For each finite subset $F \subset T$, suppose we have a probability measure $\mu_F$ on $\Omega_F$ which is inner regular with respect to the product topology (induced by the $\tau_t$) on $\Omega_F$. Suppose also that this collection $\{\mu_F\}$ of measures satisfies the following compatibility relation: for finite subsets $F \subset G \subset T$, we have that

$\mu_F = (\pi^G_F)_* \mu_G$

where $(\pi^G_F)_* \mu_G$ denotes the pushforward measure of $\mu_G$ induced by the canonical projection map $\pi^G_F$.

Then there exists a unique probability measure $\mu$ on $\Omega_T$ such that $\mu_F=(\pi^T_F)_* \mu$ for every finite subset $F \subset T$.

As a remark, all of the measures $\mu_F,\mu$ are defined on the product sigma algebra on their respective spaces, which (as mentioned before) is rather coarse. The measure $\mu$ may sometimes be extended appropriately to a larger sigma algebra, if there is additional structure involved.

Note that the original statement of the theorem is just a special case of this theorem with $\Omega_t = \mathbb{R}^n$ for all $t \in T$, and $\mu_{\{t_1,...,t_k\}}=\nu_{t_1 \dots t_k}$ for $t_1,...,t_k \in T$. The stochastic process would simply be the canonical process $(\pi_t)_{t \in T}$, defined on $\Omega=(\mathbb{R}^n)^T$ with probability measure $P=\mu$. The reason that the original statement of the theorem does not mention inner regularity of the measures $\nu_{t_1\dots t_k}$ is that this would automatically follow, since Borel probability measures on Polish spaces are automatically Radon.
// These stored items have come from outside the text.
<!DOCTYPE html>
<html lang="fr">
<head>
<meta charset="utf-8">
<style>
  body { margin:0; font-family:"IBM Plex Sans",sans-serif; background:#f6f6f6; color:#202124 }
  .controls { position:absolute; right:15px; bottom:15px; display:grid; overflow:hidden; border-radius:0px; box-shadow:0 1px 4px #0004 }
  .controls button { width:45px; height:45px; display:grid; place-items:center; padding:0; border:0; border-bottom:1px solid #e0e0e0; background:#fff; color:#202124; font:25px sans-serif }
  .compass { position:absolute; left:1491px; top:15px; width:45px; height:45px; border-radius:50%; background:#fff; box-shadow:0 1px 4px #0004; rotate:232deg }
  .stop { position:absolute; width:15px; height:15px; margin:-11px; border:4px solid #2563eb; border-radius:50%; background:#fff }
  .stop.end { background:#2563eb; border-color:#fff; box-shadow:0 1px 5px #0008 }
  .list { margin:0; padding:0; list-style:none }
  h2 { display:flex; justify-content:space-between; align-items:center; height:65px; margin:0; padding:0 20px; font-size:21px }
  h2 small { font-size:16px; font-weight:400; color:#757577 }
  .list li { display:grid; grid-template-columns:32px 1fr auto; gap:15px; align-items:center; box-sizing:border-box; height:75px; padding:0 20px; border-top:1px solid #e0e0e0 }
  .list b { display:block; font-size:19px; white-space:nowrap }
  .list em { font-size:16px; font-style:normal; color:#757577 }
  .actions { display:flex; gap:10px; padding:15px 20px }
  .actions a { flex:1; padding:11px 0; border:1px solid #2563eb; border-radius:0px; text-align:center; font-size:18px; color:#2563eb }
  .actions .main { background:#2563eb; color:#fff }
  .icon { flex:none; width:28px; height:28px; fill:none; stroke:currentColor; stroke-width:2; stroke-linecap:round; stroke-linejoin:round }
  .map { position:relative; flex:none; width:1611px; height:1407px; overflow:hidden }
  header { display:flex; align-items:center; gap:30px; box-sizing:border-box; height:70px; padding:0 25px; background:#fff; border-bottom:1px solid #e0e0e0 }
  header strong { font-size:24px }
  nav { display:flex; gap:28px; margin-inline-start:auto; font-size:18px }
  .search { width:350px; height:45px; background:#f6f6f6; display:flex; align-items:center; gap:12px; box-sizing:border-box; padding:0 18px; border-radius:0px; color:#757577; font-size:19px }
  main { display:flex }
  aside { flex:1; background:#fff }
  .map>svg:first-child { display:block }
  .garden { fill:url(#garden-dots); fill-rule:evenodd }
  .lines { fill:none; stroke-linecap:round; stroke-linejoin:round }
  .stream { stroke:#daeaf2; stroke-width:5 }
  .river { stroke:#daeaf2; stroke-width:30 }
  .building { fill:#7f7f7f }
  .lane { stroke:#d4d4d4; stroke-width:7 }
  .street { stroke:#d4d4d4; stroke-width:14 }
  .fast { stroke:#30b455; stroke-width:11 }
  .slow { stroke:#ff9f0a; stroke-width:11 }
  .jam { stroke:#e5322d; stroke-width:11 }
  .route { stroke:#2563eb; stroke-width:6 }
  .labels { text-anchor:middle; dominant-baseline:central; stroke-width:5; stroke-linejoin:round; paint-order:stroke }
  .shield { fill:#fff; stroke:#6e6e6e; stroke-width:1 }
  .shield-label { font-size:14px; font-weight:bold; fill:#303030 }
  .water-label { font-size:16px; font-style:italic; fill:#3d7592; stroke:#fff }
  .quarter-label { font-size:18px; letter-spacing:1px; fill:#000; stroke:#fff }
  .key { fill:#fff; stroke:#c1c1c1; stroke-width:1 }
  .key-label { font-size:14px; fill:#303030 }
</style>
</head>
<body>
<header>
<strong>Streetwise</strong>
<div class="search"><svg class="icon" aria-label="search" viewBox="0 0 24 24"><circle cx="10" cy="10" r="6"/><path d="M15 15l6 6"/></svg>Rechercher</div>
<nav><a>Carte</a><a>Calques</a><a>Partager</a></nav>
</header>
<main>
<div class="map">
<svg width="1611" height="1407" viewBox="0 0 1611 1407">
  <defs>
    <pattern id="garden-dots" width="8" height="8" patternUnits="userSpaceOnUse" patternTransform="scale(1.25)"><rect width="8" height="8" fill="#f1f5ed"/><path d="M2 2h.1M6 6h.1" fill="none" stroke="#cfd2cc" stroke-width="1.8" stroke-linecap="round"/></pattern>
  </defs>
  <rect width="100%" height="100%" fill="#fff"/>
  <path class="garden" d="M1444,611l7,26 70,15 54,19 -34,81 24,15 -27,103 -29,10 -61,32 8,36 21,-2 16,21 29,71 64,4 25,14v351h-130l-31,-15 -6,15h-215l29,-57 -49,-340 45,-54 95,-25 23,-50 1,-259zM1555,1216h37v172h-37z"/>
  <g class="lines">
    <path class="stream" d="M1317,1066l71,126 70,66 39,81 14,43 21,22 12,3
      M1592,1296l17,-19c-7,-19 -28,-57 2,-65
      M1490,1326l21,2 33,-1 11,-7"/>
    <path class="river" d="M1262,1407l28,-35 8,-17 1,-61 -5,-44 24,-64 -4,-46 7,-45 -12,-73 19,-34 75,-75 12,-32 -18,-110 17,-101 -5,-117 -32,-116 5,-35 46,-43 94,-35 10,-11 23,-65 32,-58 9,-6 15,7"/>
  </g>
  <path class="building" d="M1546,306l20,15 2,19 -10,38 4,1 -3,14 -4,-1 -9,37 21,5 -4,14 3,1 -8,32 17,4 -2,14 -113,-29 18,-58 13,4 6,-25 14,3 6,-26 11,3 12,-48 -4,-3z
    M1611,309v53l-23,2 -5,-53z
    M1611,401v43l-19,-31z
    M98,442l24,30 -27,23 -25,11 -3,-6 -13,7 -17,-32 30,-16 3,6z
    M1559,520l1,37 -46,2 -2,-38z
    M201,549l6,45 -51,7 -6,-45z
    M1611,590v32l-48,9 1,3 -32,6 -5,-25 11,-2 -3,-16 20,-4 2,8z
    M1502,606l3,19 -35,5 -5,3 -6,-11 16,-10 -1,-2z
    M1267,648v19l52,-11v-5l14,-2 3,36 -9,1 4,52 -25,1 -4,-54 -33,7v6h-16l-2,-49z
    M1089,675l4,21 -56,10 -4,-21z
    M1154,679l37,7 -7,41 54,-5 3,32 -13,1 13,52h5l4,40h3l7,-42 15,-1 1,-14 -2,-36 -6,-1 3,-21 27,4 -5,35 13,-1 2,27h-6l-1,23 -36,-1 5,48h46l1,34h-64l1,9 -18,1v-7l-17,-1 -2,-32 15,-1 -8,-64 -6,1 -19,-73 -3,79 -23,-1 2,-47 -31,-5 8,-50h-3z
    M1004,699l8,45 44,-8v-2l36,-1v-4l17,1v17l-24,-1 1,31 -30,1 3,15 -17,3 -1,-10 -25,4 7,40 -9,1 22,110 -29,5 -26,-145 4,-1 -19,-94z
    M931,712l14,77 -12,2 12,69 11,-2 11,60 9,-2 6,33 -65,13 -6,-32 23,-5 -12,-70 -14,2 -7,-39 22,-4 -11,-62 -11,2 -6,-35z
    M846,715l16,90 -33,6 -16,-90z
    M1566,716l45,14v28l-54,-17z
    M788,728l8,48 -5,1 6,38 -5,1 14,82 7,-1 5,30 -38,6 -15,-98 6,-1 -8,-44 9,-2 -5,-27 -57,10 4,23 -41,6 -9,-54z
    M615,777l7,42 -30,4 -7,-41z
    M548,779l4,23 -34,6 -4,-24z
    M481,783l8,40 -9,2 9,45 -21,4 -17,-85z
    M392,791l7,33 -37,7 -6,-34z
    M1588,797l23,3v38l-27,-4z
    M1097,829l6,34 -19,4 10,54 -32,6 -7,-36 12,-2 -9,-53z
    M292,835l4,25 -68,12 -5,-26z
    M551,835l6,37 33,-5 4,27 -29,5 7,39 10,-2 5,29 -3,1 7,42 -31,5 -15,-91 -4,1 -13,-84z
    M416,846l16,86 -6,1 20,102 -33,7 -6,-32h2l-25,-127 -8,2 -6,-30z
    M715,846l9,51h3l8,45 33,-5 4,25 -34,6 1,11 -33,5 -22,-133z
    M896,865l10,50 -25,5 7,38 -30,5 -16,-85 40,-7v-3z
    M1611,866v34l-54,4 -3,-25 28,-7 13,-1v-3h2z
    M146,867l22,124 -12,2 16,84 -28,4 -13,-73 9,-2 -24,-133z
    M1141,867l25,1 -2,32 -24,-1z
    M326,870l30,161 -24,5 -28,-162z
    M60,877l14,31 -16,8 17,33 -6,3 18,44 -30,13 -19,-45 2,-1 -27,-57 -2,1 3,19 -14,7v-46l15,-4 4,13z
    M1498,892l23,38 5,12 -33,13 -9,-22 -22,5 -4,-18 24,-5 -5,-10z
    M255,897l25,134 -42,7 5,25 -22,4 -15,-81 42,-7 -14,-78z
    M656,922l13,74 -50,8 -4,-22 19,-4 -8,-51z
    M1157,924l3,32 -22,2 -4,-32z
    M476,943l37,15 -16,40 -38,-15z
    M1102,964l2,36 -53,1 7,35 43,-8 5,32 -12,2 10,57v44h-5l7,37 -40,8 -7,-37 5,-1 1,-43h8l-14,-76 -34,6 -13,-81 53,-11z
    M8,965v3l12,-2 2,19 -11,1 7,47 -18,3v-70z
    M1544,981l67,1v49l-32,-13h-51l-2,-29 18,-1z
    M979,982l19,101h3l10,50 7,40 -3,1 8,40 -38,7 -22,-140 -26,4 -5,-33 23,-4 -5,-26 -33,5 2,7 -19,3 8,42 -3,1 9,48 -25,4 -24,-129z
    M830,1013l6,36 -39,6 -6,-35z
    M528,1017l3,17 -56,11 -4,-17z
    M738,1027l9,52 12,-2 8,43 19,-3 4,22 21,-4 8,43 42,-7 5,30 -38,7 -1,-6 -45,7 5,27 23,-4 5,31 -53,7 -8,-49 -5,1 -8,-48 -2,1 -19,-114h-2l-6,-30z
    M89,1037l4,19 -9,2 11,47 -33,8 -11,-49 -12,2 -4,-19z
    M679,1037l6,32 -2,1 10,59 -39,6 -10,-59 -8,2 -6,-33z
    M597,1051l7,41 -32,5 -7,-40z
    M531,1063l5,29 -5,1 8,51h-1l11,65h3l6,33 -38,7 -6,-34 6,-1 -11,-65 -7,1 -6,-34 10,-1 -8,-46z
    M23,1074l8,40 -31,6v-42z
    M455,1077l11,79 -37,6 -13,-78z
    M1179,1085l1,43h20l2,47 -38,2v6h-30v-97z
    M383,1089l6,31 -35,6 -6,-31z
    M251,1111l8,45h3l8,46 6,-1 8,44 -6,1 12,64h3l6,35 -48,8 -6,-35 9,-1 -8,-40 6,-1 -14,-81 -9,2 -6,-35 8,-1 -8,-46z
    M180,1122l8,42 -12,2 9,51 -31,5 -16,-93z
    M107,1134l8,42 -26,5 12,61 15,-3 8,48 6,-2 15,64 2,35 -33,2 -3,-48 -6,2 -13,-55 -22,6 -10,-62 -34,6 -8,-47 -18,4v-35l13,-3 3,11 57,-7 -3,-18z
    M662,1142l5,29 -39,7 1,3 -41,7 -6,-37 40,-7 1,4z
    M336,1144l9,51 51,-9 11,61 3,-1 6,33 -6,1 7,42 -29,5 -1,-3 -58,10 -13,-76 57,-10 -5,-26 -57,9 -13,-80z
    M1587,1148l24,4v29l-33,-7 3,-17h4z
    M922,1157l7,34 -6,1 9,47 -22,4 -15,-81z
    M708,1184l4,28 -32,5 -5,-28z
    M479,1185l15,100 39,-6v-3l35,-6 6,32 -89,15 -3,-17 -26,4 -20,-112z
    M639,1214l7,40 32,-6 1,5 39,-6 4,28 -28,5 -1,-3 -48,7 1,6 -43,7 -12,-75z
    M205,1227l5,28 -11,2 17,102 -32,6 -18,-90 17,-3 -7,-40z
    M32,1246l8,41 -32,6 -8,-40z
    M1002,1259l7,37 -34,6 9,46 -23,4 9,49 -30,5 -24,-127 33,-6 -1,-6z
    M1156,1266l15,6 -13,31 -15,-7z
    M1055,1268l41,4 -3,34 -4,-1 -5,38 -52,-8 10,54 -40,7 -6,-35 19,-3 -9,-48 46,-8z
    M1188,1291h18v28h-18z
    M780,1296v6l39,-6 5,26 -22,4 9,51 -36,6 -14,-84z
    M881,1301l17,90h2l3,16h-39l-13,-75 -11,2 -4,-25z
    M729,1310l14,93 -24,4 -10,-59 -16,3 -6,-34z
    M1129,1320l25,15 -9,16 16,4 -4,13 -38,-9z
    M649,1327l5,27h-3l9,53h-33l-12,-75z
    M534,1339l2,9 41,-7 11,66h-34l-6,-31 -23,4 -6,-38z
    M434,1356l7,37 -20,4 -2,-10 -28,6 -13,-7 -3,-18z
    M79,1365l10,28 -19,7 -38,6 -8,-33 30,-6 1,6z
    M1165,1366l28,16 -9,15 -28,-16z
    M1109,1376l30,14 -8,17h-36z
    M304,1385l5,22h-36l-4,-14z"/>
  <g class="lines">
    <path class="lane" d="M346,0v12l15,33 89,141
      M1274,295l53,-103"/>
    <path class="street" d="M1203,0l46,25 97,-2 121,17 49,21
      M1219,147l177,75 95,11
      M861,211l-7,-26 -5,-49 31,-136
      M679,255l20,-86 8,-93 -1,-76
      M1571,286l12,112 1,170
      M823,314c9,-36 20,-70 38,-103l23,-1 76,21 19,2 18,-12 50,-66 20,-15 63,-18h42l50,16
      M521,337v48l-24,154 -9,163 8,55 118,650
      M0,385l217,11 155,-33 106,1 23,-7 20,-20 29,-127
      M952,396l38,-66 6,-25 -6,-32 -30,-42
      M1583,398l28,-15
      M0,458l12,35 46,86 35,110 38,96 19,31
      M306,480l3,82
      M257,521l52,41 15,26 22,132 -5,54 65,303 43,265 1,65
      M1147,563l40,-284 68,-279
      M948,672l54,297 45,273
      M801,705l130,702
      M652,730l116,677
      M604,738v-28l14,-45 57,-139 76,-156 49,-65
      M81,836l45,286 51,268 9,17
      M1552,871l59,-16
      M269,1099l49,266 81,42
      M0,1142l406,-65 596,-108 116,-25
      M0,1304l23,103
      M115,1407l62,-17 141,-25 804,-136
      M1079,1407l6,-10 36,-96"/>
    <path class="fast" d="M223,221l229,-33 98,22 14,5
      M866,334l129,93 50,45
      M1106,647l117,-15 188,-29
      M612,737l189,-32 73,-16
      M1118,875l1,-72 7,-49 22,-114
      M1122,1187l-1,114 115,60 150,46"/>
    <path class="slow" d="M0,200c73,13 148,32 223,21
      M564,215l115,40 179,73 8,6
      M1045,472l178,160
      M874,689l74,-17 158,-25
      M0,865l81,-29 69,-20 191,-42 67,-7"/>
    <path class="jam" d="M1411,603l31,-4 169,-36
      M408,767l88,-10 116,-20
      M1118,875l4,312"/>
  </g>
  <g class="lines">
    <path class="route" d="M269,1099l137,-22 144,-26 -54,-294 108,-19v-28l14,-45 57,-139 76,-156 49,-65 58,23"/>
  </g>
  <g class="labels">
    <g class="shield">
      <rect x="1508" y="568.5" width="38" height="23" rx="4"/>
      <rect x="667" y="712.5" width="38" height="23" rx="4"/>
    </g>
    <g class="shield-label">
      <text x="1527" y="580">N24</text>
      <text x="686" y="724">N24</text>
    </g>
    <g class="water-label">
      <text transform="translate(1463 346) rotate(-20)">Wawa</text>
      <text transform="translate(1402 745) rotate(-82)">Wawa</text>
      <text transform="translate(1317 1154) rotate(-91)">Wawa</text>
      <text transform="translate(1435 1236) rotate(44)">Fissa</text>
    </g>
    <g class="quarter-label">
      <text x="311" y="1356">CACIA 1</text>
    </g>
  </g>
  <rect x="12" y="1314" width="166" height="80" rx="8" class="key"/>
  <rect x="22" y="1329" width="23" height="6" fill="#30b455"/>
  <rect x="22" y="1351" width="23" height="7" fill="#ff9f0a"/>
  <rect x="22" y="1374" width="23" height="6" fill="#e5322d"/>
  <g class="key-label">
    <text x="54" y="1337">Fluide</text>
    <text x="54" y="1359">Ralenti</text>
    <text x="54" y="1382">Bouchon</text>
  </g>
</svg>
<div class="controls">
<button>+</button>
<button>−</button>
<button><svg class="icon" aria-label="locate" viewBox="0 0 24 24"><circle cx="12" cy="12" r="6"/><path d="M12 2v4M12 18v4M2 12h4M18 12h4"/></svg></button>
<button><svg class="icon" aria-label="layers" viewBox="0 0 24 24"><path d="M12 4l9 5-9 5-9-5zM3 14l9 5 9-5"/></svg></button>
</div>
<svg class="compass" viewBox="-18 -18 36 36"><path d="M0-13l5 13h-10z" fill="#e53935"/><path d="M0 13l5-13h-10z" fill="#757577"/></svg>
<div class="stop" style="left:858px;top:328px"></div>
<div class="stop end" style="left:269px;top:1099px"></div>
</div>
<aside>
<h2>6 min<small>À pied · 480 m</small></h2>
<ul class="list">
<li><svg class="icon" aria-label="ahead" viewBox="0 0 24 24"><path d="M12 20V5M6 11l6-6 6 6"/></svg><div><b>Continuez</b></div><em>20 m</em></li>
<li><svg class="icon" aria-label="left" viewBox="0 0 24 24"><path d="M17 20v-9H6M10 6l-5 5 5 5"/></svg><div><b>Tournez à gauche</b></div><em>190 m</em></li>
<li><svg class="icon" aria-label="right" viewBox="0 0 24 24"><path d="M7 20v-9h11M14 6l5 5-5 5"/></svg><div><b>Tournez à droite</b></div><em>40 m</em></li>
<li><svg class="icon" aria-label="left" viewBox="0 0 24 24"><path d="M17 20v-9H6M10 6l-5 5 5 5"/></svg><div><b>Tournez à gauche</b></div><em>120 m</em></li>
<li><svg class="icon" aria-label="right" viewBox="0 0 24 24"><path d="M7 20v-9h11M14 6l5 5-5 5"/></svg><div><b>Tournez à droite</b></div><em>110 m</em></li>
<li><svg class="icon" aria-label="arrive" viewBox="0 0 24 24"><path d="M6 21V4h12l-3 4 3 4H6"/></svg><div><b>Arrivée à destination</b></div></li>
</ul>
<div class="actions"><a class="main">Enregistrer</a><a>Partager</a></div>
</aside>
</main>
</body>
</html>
This theorem has many far-reaching consequences; for example it can be used to prove the existence of the following, among others:

- Brownian motion, i.e., the Wiener process,
- a Markov chain taking values in a given state space with a given transition matrix,
- infinite products of (inner-regular) probability spaces.

==History==

According to John Aldrich, the theorem was independently discovered by British mathematician Percy John Daniell in the slightly different setting of integration theory.